In favour of obtaining an operational framework that is maintainable, the decision was taken to choose only one interpolation scheme for all variables. The analysis of the error measures shows that none of the tested interpolation schemes outperforms the others in a consistent manner. However, working within an operational environment, the robustness of the system is crucial, and from that point of view, the automatic variogram fitting in kriging is a stability concern that was also observed by Ntegeka et al. (2013), and this was hence excluded for EMO-5. As SPHEREMAP shows the best performance for the critical parameter precipitation, it was ultimately chosen as the interpolation scheme to generate the grids of EMO-5.
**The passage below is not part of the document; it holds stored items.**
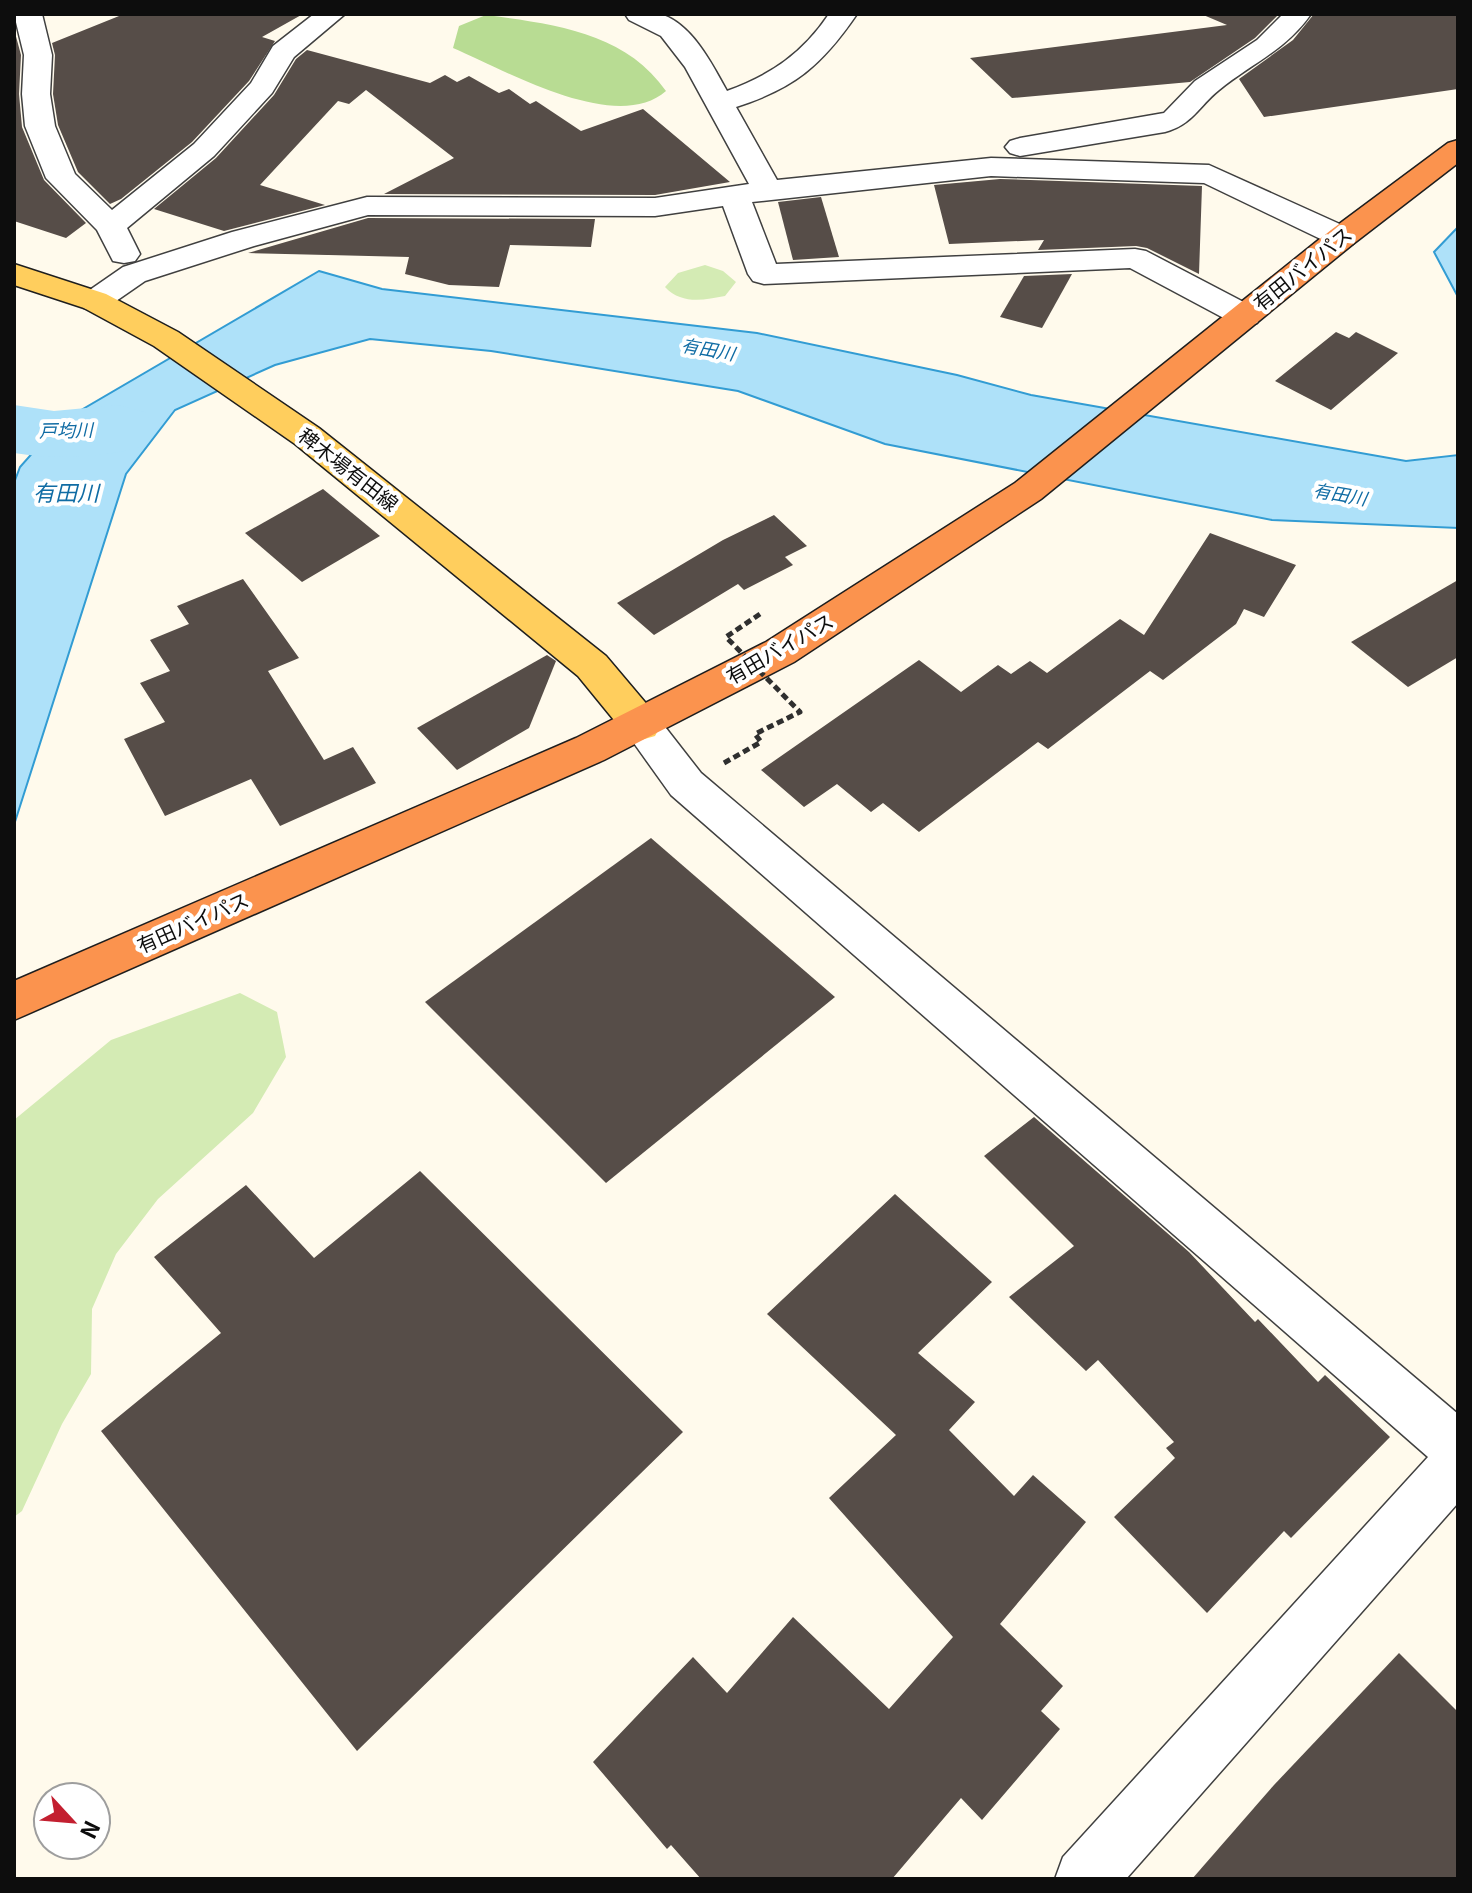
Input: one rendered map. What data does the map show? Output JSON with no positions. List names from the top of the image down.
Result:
{
  "streets": {
    "highway": ["有田バイパス"],
    "main road": ["稗木場有田線"]
  },
  "crossings": [
    ["有田バイパス", "稗木場有田線"]
  ],
  "water": ["有田川", "戸均川"],
  "north": "bottom right"
}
There are many methods available to estimate the uncertainty (i.e. reliability) of the gridded values, such as the leave-one-out approach, ensemble creations, or the technique developed by Yamamoto (2000). Kriging itself provides an error estimation, but this depends only on the spatial distribution of the applied stations and not on the input data; therefore, this error estimation is not applicable here. As the computational time of the grids is highly relevant in order to produce the operational grids as input for emergency management applications, the technique developed by Yamamoto (2000) is used due to its low computational effort. Furthermore, this method takes into account the variability of the surrounding observations, unlike the common kriging uncertainty that only depends on the variogram and the spatial distribution of stations. This approach was also used, for example, for the E-OBS dataset (Haylock et al., 2008). Originally, it was developed for kriging schemes, but was adapted to the used modified SPHEREMAP scheme. Briefly, the method uses the interpolation weights to calculate a weighted variance between the gridded value and the input station data. This is zero if all input data are identical (e.g. areas with zero precipitation) and increases with increasing variance of the input data. This method does not need any additional information besides grid value, station values, and the interpolation weights.
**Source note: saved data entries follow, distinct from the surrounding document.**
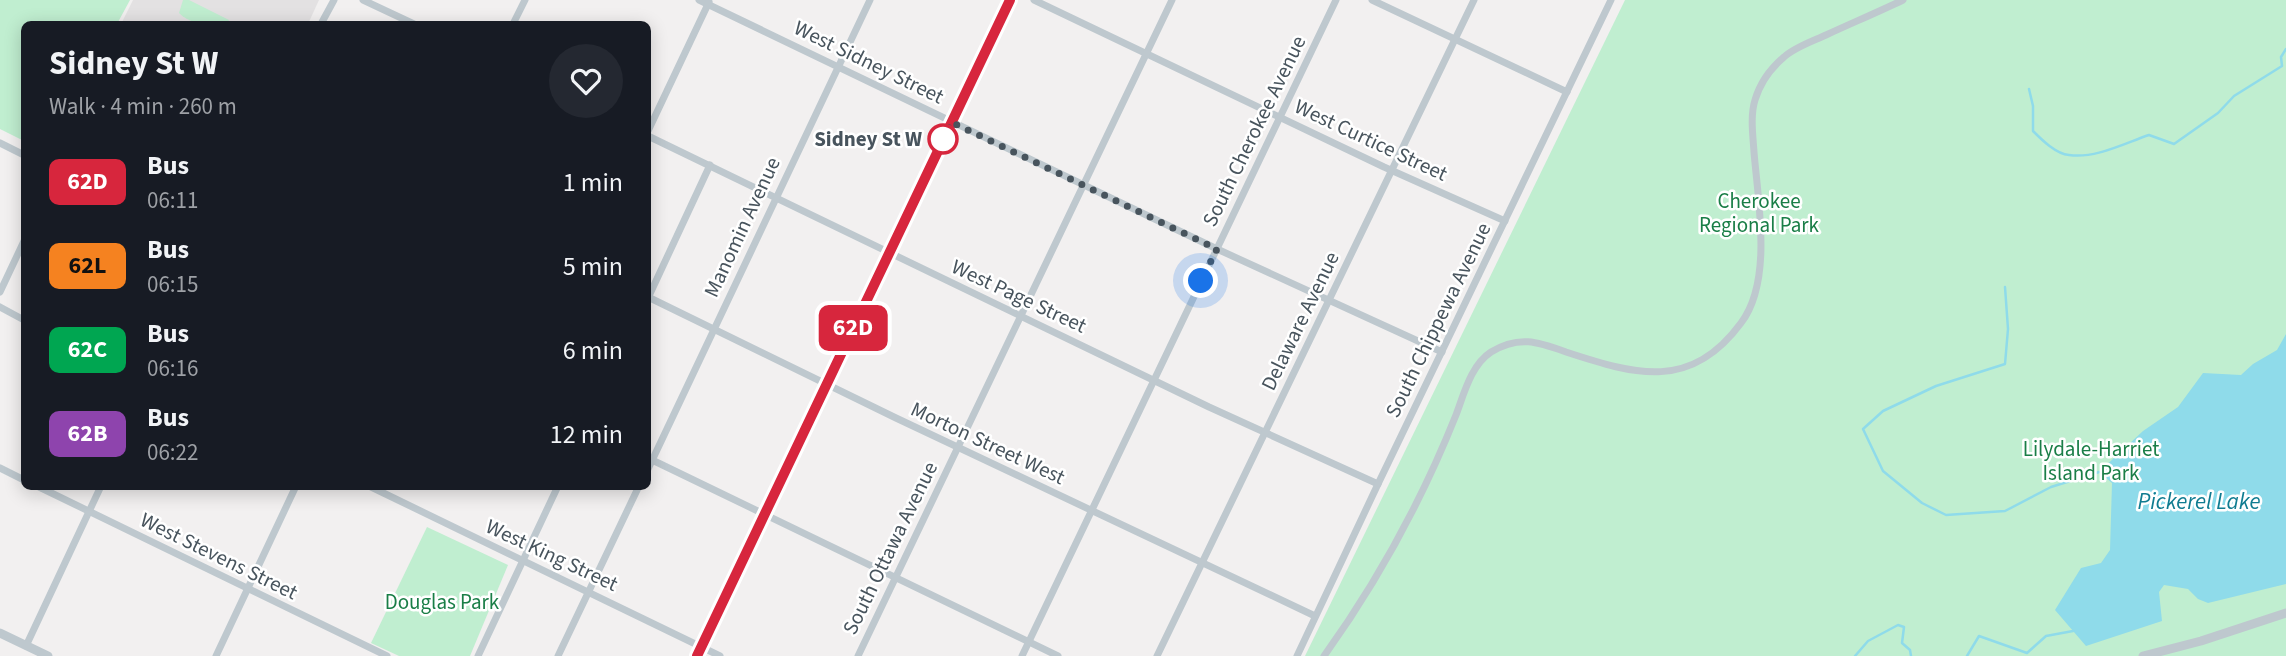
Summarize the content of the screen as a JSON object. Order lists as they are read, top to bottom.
{
  "streets": {
    "street": [
      "West Sidney Street",
      "South Cherokee Avenue",
      "West Curtice Street",
      "Manomin Avenue",
      "West Page Street",
      "South Chippewa Avenue",
      "Delaware Avenue",
      "Morton Street West",
      "South Ottawa Avenue",
      "West King Street",
      "West Stevens Street"
    ]
  },
  "crossings": [
    ["West Sidney Street", "South Cherokee Avenue"],
    ["West Sidney Street", "Manomin Avenue"],
    ["West Sidney Street", "South Chippewa Avenue"],
    ["West Sidney Street", "Delaware Avenue"],
    ["West Sidney Street", "South Ottawa Avenue"],
    ["South Cherokee Avenue", "West Curtice Street"],
    ["South Cherokee Avenue", "West Page Street"],
    ["South Cherokee Avenue", "Morton Street West"],
    ["West Curtice Street", "South Chippewa Avenue"],
    ["West Curtice Street", "Delaware Avenue"],
    ["West Curtice Street", "South Ottawa Avenue"],
    ["Manomin Avenue", "West Page Street"],
    ["Manomin Avenue", "Morton Street West"],
    ["West Page Street", "South Chippewa Avenue"],
    ["West Page Street", "Delaware Avenue"],
    ["West Page Street", "South Ottawa Avenue"],
    ["South Chippewa Avenue", "Morton Street West"],
    ["Delaware Avenue", "Morton Street West"],
    ["Morton Street West", "South Ottawa Avenue"]
  ],
  "water": ["Pickerel Lake"],
  "parks": ["Cherokee Regional Park", "Lilydale-Harriet Island Park", "Douglas Park"],
  "places": ["Sidney St W"],
  "lines": ["bus line 62D"],
  "page": {
    "on_map": "62D",
    "heading": ["Sidney St W", "Walk · 4 min · 260 m"],
    "list": [
      {
        "mark": "62D",
        "name": "Bus",
        "note": "06:11",
        "value": "1 min"
      },
      {
        "mark": "62L",
        "name": "Bus",
        "note": "06:15",
        "value": "5 min"
      },
      {
        "mark": "62C",
        "name": "Bus",
        "note": "06:16",
        "value": "6 min"
      },
      {
        "mark": "62B",
        "name": "Bus",
        "note": "06:22",
        "value": "12 min"
      }
    ]
  }
}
https://essd.copernicus.org/articles/14/3249/2022/essd-14-3249-2022-f04

Figure 4Gridded daily precipitation data (a–c) and the corresponding uncertainty fields (d–f) for 15 May 2014 as an example for IDW (a, d), SPHEREMAP (b, e), and Kriging (c, f).
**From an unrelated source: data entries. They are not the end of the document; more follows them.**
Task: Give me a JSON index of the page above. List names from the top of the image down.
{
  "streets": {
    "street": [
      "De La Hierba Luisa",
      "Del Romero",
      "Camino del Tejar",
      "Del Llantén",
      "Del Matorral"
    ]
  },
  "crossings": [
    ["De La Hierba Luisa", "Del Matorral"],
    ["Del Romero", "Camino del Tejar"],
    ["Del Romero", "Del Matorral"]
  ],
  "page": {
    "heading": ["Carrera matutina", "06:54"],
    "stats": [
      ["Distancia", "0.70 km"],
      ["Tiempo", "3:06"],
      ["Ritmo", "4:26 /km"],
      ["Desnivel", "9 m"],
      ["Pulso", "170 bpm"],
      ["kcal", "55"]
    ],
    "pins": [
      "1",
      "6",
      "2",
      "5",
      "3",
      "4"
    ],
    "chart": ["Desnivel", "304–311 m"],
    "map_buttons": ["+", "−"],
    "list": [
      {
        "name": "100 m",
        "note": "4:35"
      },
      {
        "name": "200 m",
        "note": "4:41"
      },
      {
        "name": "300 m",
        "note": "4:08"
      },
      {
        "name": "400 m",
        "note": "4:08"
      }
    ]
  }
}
Uncertainty fields were calculated and analysed for each grid realization and interpolation method. Figure 4 shows the gridded daily precipitation data and the corresponding uncertainty fields (for 15 May 2014) as an example for IDW (left), SPHEREMAP (middle), and kriging (right).

The overall patterns for precipitation look very similar for the three interpolation approaches (Fig. 4, top row), with the only main difference being that kriging produces smoother patterns compared to IDW and SPHEREMAP. Comparing their affiliated uncertainty patterns (Fig. 4, bottom row), SPHEREMAP shows the lowest uncertainty, and unlike the other two interpolation schemes, the uncertainty signal of SPHEREMAP is geographically constrained to the regions with precipitation. Kriging shows extremely high gridding uncertainties, which we assume are due to a not well-fitted variogram.

The specific date (15 May 2014) is just one example that we selected from the comparison study of the interpolation methods, but it could have been any other day, since the results were generally the same, namely (1) kriging generated smoother variable fields than SPHEREMAP and IDW; and (2) SPHEREMAP showed overall the lowest and kriging the largest uncertainty. Further, the interpolation performance (meaning the stability of the algorithm in a near real-time setting) was considered, as the timely availability of the gridded meteorological data must be assured in order to guarantee the smooth operation of the flood forecasting system. Unlike for IDW or SPHEREMAP, this is an issue for kriging as it would require an automatic fitting of the variogram, which might go wrong in a near real-time operation. Based on the results of the uncertainty analysis and consideration of the interpolation performance, SPHEREMAP was chosen as the interpolation algorithm for EMO-5.

3.3 Grid creation

Moving from a large collection of in situ measurements to a European high-resolution, (sub-)daily, multi-variable meteorological dataset involves several processes and decisions, which are described in the following subsections.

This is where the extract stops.